*Exercise aim*.
Write only the number of lines below in which "isNaN" occurs.

(Stored data)
════

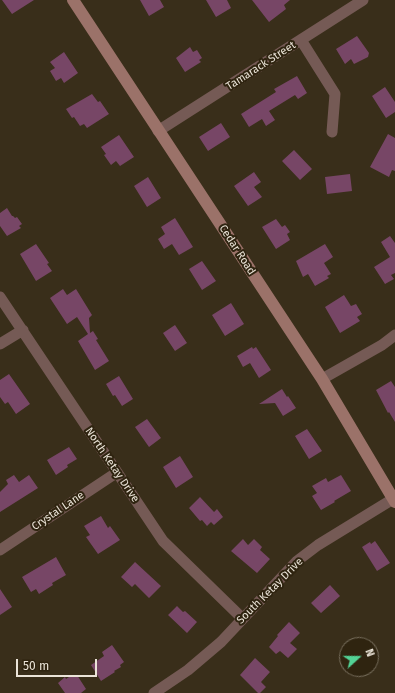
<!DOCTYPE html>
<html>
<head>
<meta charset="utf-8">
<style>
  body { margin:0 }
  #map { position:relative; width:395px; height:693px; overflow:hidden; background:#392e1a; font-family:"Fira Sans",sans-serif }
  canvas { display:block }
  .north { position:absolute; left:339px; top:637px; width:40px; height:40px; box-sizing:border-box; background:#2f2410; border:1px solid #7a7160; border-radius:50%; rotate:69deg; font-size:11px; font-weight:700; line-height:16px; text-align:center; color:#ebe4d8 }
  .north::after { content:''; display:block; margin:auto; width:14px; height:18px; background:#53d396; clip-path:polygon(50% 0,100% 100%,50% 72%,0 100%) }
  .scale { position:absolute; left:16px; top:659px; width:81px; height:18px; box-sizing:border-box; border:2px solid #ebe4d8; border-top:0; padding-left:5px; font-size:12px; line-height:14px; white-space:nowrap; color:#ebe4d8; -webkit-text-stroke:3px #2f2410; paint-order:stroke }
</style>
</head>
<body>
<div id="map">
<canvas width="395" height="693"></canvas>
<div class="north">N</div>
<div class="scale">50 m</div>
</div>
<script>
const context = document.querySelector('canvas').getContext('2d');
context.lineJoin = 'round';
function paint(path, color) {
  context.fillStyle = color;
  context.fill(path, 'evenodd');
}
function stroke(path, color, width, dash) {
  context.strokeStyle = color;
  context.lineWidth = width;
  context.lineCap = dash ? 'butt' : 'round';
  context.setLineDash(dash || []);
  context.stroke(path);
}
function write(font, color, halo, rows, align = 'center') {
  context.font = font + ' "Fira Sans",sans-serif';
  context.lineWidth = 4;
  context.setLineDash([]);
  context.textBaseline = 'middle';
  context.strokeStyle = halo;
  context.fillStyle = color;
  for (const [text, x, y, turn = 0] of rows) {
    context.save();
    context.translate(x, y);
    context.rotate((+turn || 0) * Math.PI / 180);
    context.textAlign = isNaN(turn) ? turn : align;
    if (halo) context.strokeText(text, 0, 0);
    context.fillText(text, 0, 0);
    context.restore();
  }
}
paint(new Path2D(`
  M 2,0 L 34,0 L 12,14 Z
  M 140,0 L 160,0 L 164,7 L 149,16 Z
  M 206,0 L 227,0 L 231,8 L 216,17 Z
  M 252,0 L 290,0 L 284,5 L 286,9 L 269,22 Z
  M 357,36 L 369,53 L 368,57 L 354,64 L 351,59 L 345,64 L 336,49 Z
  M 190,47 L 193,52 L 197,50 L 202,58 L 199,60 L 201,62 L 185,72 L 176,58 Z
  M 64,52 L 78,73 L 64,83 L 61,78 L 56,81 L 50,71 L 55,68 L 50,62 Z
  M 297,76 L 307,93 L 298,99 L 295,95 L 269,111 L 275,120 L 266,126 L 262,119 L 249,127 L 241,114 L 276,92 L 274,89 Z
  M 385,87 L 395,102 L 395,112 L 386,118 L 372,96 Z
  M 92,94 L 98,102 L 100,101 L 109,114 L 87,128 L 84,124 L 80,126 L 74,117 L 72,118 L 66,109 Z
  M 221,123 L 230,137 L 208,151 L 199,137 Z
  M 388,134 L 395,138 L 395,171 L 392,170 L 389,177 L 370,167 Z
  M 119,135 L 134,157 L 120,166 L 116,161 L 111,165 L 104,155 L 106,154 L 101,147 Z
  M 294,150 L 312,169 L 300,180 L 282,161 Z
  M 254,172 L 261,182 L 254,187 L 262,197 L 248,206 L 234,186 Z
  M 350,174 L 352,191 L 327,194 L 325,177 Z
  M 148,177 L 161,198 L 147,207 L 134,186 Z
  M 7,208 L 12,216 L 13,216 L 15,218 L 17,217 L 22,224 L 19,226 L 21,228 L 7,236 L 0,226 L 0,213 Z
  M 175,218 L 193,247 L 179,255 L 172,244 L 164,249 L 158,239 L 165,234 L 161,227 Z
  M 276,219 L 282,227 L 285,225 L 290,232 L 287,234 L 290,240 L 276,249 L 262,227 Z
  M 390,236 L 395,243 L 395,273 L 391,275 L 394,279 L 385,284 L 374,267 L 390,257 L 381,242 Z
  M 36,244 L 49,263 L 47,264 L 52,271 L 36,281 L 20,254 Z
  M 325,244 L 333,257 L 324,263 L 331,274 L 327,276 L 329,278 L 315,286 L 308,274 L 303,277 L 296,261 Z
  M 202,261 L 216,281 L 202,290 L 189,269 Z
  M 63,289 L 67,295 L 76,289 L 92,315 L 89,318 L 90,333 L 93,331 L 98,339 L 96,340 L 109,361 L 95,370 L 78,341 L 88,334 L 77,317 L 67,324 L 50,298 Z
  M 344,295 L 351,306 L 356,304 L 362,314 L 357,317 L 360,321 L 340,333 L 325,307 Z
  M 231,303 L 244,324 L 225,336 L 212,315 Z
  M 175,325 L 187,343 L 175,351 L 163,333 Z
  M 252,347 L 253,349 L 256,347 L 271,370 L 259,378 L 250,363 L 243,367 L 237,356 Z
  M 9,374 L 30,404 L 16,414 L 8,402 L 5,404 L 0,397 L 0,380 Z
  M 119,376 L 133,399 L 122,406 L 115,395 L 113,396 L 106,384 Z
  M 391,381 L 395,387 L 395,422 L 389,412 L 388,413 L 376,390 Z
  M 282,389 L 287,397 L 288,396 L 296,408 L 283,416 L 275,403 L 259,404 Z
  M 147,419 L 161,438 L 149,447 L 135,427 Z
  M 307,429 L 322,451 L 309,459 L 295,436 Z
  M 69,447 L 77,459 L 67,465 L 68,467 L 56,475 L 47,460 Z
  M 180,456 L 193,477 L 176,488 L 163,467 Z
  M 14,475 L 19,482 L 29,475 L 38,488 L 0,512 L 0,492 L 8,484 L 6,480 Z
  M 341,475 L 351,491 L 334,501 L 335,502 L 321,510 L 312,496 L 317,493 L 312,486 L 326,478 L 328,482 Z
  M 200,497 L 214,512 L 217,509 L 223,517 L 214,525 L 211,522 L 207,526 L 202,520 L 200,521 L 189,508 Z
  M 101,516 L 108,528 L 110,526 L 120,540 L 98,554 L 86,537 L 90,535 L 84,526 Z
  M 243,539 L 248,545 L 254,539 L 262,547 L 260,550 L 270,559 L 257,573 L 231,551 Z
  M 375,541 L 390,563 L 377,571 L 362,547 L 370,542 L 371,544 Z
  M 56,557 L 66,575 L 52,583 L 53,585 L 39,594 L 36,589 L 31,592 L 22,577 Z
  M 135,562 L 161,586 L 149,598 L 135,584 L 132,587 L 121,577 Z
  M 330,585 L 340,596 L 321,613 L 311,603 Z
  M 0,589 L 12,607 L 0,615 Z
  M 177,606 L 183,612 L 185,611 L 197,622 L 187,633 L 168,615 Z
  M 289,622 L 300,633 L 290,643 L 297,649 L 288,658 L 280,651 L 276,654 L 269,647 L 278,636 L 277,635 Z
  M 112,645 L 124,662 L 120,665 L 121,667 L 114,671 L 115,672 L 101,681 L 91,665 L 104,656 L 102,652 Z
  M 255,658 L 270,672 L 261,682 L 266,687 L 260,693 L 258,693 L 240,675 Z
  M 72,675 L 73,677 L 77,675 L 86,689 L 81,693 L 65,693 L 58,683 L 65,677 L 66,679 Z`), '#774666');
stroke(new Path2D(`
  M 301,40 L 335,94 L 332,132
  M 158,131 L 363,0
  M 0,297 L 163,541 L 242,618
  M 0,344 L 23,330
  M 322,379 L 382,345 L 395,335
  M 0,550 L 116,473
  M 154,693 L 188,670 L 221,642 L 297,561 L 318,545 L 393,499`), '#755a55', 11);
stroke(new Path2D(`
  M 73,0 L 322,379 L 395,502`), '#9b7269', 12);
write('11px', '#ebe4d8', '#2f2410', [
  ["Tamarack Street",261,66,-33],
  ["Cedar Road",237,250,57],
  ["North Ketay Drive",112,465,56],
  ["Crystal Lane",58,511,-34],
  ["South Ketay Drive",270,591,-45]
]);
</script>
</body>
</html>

════

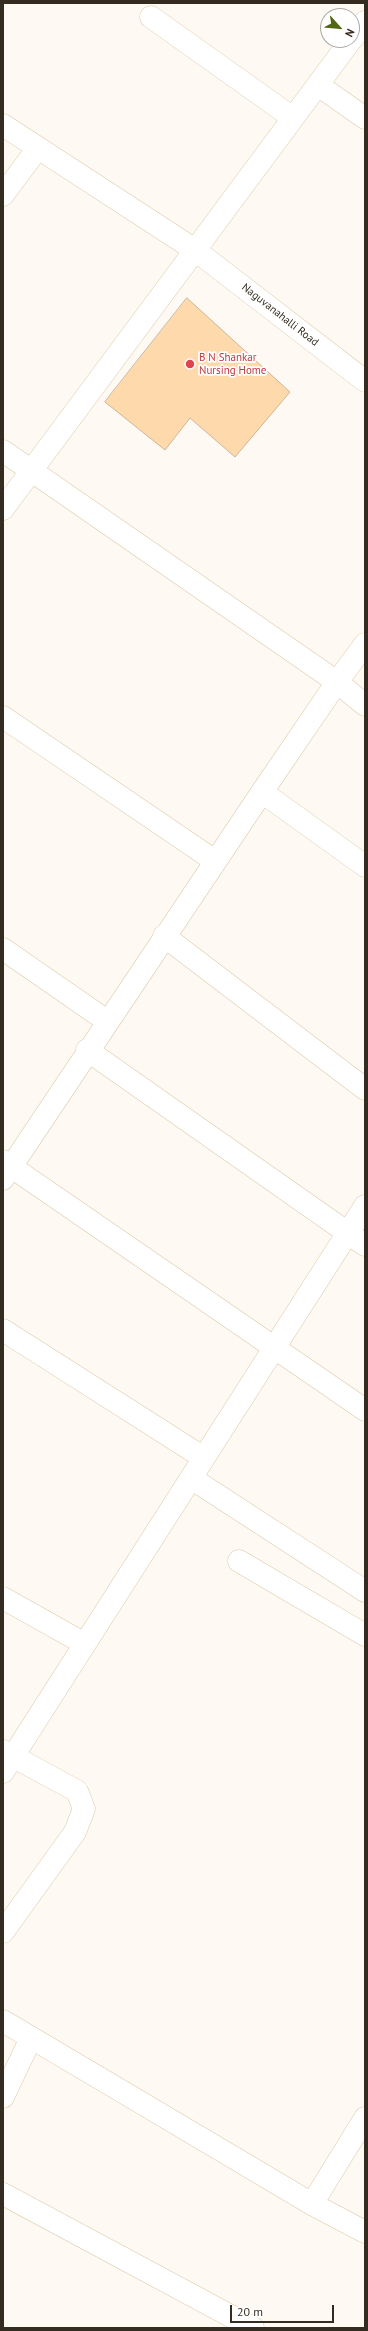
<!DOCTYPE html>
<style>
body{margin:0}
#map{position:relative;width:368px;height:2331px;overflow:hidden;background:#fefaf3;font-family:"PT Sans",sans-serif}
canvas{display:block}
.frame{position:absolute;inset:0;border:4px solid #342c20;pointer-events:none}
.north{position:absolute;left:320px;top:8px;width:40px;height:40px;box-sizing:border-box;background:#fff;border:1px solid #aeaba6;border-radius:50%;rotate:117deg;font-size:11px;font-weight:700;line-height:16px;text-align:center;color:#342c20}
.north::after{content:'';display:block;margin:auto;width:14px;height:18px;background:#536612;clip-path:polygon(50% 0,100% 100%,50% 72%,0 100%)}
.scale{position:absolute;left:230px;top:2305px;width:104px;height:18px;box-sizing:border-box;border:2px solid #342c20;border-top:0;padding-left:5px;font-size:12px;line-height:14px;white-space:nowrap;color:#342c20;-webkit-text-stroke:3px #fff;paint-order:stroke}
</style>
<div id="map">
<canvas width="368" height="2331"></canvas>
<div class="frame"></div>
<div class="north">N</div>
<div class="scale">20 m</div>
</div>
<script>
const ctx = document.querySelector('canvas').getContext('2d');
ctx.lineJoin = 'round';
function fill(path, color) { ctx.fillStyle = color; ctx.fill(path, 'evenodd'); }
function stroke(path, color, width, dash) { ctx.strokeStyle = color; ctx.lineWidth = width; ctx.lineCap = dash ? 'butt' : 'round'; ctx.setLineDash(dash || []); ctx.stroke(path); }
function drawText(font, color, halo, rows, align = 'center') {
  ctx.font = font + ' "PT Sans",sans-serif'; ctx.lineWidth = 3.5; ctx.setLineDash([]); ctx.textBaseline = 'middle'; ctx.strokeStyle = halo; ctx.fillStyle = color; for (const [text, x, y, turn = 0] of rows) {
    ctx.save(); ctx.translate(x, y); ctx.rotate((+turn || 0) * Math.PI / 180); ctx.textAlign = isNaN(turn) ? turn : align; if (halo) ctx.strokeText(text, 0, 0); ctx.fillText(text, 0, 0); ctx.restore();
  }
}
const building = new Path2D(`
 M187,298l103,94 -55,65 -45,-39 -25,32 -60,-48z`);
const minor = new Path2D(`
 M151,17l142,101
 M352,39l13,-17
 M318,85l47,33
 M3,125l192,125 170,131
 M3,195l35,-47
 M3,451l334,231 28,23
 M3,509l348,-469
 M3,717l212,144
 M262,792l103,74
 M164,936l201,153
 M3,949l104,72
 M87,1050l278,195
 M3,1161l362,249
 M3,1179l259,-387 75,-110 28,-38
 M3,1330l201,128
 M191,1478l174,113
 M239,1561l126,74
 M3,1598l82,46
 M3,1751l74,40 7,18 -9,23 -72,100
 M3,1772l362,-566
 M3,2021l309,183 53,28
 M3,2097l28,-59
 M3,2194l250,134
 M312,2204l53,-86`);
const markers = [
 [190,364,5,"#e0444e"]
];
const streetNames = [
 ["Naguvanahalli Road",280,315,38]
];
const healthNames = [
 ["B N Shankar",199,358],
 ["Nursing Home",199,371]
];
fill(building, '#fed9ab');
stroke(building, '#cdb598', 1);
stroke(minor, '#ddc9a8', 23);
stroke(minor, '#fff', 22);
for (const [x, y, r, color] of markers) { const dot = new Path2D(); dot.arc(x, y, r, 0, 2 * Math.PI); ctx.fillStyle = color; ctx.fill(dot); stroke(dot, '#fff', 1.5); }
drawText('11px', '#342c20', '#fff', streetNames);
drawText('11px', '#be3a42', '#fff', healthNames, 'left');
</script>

════

*Answer for this exercise*.
2